*Your instructions*:
Set down every entry again, exactly as it appears.

*Information supplied*:
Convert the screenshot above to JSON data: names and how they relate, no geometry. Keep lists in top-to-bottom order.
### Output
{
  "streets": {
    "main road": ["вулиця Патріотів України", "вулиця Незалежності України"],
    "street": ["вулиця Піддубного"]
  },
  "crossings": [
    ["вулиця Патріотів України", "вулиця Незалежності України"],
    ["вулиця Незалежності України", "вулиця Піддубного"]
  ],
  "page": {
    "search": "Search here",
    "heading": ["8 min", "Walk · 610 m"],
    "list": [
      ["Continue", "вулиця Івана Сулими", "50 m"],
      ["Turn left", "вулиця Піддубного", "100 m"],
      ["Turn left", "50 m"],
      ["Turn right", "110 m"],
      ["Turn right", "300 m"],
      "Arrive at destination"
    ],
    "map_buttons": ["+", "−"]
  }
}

*Exercise solution*:
Convert the screenshot above to JSON data: names and how they relate, no geometry. Keep lists in top-to-bottom order.
### Output
{
  "streets": {
    "main road": ["вулиця Патріотів України", "вулиця Незалежності України"],
    "street": ["вулиця Піддубного"]
  },
  "crossings": [
    ["вулиця Патріотів України", "вулиця Незалежності України"],
    ["вулиця Незалежності України", "вулиця Піддубного"]
  ],
  "page": {
    "search": "Search here",
    "heading": ["8 min", "Walk · 610 m"],
    "list": [
      ["Continue", "вулиця Івана Сулими", "50 m"],
      ["Turn left", "вулиця Піддубного", "100 m"],
      ["Turn left", "50 m"],
      ["Turn right", "110 m"],
      ["Turn right", "300 m"],
      "Arrive at destination"
    ],
    "map_buttons": ["+", "−"]
  }
}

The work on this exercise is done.